Wing of the United States Army Air Forces

The 36th Flying Training Wing was a wing of the United States Army Air Forces. It was last assigned to the Western Flying Training Command, and was disbanded on 1 November 1945 at Santa Ana Army Air Base, California.

The wing directed flying training units of the Army Air Forces Training Command. Headquartered at Victorville Army Airfield, California for most of its operational service, it controlled contract pilot schools primarily in California and other western states.

There is no lineage between the current United States Air Force 36th Wing, established on 17 June 1948 at Howard Field, Canal Zone, and this organization.

==History==
Until 1939, the Army Air Corps provided all flying training with military instructor pilots. Beginning in 1939, it contracted with nine civilian flying schools to provide primary flight training. Primary training consisted of a three-month course of 65 hours of flying instruction. As the United States prepared to enter World War II by expanding its number of flying squadrons, the number of contract primary schools increased.
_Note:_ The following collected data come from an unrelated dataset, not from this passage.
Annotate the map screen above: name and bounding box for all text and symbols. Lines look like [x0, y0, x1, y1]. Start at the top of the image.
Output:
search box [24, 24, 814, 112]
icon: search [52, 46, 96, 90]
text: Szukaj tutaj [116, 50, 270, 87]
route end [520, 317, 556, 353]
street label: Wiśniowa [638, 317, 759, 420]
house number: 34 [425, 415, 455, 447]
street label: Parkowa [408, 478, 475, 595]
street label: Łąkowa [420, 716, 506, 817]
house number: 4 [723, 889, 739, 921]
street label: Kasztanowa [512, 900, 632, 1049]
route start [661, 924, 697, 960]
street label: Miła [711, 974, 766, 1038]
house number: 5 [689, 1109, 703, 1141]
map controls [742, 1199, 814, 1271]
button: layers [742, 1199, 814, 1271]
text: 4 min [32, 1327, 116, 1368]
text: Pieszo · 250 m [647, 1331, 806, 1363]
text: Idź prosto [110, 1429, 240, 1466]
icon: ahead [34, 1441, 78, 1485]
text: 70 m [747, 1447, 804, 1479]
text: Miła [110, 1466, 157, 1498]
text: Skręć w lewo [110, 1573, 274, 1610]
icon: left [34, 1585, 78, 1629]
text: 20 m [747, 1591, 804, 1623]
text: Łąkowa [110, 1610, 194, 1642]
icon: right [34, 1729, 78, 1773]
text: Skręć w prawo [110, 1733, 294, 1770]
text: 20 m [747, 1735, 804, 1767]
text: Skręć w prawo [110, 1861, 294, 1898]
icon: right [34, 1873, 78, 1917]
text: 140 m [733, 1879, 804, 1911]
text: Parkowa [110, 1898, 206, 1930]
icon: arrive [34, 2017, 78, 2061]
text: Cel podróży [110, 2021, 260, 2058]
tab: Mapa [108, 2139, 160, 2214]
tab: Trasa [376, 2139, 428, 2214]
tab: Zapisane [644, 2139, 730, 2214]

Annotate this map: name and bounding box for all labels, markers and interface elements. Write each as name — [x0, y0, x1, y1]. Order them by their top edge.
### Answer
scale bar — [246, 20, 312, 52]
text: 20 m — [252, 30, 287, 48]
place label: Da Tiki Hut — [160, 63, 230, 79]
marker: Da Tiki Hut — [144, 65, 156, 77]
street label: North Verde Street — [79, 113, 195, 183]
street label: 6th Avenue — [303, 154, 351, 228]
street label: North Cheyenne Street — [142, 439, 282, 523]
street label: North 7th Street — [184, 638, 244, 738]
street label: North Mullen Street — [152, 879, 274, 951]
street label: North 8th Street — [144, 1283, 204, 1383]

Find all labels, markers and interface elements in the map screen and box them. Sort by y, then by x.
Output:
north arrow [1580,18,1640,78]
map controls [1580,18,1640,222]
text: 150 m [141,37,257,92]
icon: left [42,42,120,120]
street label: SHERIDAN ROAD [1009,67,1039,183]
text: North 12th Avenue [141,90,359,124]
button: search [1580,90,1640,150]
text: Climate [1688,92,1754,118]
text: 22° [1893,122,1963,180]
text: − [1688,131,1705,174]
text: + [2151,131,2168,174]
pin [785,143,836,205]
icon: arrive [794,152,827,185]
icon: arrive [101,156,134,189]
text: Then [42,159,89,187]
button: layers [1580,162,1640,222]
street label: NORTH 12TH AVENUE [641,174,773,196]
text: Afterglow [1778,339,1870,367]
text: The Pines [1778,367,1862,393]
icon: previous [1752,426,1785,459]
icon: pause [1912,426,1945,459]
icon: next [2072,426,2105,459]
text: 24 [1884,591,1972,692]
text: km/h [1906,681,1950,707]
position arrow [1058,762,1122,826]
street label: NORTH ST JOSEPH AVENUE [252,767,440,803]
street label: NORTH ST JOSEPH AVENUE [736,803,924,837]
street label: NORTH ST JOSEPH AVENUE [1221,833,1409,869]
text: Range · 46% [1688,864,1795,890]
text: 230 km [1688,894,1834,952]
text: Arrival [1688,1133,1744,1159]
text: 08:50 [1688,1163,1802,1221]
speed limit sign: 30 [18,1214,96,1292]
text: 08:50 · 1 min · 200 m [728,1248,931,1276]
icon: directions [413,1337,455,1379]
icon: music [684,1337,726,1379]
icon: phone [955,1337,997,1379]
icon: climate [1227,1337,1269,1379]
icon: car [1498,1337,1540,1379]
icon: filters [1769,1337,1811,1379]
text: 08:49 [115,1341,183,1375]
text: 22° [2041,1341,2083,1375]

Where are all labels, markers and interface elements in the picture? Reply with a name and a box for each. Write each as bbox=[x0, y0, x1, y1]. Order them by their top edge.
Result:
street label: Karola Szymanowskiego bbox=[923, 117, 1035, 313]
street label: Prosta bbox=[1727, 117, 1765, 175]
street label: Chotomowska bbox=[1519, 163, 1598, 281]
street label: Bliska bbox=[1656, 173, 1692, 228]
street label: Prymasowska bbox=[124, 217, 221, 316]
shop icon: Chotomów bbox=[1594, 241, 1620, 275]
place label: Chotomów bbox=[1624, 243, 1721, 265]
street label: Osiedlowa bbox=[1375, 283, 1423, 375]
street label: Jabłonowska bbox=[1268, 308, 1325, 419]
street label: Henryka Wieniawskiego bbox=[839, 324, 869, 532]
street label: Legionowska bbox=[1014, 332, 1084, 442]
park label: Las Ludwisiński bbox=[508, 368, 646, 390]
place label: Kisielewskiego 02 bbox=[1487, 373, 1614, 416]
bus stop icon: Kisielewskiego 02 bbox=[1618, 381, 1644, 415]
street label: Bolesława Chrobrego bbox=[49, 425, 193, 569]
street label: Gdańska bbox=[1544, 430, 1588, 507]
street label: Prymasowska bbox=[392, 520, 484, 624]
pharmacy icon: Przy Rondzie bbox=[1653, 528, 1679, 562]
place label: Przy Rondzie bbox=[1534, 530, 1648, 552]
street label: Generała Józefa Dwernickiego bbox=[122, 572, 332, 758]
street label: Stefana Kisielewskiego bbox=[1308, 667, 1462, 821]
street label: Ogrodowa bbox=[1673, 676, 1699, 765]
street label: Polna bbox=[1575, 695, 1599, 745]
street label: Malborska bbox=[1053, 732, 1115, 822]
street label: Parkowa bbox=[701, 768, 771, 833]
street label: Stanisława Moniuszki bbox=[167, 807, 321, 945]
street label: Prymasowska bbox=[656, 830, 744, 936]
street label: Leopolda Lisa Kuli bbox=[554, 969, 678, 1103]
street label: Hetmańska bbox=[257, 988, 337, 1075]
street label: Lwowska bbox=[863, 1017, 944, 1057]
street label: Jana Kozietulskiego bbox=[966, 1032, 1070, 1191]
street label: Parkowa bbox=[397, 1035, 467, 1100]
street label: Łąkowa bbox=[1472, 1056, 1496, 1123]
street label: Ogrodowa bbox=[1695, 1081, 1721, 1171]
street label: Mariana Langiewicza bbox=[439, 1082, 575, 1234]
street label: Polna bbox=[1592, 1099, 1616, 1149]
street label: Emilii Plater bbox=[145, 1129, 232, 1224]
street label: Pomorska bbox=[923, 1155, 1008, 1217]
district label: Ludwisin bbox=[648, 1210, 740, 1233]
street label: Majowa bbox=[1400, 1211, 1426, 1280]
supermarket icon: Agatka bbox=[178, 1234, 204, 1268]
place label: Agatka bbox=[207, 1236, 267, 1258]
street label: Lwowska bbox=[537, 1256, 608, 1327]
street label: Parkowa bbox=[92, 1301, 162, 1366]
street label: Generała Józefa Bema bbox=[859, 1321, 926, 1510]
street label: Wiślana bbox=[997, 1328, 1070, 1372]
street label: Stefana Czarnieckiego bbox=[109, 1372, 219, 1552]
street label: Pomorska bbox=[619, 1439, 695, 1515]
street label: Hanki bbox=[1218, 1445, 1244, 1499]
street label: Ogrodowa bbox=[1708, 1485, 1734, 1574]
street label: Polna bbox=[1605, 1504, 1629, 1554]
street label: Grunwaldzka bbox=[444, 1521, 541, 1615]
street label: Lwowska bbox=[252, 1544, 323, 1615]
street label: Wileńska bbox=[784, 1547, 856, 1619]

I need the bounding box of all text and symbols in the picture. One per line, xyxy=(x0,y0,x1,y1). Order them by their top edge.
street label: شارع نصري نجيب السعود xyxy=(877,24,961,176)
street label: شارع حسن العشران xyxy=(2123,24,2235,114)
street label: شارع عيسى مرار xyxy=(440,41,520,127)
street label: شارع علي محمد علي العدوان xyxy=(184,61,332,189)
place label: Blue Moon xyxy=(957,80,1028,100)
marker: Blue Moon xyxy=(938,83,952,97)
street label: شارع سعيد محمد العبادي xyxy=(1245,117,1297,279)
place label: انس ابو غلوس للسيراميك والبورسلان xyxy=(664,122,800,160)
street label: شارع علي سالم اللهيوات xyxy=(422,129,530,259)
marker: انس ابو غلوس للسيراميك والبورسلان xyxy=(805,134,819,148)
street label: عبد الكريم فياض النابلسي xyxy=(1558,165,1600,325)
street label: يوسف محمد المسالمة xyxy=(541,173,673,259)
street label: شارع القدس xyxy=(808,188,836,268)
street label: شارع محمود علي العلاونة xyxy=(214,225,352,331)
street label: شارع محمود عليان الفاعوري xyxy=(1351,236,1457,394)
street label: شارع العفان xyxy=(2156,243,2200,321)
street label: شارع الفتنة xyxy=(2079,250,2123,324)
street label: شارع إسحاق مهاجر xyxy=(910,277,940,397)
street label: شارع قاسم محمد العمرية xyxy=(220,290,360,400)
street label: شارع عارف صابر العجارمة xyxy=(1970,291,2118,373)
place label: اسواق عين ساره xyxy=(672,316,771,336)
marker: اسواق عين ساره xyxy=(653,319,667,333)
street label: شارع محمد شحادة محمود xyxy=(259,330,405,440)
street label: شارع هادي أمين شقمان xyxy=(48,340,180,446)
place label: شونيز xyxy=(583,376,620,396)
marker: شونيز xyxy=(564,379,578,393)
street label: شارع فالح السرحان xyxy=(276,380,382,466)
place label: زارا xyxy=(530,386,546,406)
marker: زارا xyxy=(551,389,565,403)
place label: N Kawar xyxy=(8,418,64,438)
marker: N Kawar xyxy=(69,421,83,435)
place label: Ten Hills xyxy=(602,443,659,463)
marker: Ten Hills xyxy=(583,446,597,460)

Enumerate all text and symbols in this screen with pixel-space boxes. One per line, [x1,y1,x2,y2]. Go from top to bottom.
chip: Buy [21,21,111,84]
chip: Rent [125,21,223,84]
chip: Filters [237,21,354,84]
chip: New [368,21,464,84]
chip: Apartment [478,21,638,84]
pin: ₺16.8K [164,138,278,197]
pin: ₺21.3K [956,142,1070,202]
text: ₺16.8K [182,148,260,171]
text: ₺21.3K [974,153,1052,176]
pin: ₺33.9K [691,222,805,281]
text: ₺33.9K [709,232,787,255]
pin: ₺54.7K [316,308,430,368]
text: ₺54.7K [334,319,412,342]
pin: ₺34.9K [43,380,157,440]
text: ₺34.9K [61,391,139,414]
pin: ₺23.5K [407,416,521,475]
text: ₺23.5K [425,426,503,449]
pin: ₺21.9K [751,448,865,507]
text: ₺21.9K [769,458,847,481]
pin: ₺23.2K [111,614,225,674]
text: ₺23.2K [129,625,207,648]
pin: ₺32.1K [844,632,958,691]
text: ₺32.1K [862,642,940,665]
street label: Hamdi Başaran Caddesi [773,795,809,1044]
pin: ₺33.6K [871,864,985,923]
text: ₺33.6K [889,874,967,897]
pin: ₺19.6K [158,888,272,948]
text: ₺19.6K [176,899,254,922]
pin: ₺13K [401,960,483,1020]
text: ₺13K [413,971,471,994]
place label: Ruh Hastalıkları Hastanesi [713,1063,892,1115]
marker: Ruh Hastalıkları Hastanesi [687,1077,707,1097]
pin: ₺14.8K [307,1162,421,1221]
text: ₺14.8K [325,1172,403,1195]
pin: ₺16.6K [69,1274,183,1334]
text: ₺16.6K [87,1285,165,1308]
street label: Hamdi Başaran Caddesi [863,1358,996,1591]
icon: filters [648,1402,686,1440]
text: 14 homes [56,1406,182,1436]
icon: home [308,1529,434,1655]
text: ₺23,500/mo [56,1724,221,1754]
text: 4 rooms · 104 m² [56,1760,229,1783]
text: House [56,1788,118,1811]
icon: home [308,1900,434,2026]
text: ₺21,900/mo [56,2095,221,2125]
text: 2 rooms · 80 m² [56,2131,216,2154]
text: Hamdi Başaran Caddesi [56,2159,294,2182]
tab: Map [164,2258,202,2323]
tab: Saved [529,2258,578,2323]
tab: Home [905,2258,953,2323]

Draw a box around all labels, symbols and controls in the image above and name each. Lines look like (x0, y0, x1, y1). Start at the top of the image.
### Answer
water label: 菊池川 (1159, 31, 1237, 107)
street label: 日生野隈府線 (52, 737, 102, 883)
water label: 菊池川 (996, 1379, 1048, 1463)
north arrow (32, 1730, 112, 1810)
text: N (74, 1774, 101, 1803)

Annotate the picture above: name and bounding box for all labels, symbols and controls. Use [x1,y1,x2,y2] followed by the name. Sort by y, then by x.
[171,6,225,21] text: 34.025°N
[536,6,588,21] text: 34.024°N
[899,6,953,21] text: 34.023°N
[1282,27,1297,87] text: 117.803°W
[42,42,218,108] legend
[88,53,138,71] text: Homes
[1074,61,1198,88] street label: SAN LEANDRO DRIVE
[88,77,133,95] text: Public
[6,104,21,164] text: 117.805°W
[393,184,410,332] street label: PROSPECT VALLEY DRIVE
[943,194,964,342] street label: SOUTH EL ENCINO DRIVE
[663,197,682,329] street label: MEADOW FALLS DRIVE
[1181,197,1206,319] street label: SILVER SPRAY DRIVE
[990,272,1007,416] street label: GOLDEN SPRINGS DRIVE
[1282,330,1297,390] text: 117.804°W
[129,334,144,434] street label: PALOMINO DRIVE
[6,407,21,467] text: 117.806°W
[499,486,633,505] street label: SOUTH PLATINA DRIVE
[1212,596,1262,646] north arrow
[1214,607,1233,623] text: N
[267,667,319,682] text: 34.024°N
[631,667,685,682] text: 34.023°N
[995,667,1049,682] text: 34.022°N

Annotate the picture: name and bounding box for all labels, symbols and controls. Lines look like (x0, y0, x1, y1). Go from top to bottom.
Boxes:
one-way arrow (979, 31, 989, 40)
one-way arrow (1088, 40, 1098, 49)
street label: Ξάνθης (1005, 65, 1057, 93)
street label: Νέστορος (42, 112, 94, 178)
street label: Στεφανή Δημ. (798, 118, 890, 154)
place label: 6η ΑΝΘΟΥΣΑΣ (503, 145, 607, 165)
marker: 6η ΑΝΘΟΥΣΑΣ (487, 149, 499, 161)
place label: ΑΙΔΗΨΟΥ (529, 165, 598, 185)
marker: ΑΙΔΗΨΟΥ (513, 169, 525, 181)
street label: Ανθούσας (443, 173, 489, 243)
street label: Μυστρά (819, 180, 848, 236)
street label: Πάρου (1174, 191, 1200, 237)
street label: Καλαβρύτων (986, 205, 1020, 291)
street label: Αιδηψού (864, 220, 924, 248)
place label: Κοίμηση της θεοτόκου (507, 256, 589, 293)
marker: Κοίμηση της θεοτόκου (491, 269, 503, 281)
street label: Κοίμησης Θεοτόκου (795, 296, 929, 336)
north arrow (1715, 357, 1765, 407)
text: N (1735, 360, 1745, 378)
According to the contract, the government supplied students with training aircraft, flying clothes, textbooks, and equipment. The Air Corps also put a detachment at each school to supervise training. The schools furnished instructors, training sites and facilities, aircraft maintenance, quarters, and mess halls. From the Air Corps, schools received a flat fee of $1,170 for each graduate and $18 per flying hour for students eliminated from training. The Primary Pilot Training used Boeing PT-17 or Fairchild PT-19 two-seater single-engine training aircraft. Also, the wing controlled specialized schools for Liaison Pilots using the Stinson L-5 Sentinel, and Women Airforce Service Pilots (WASP) primary training was conducted exclusively at Avenger Field, Sweetwater, Texas.

Following the fall of France in 1940, the Air Corps upped its pilot production goal to 7,000 per year. To meet that goal, the Air Corps increased the capacity of its schools and added more contract primary schools.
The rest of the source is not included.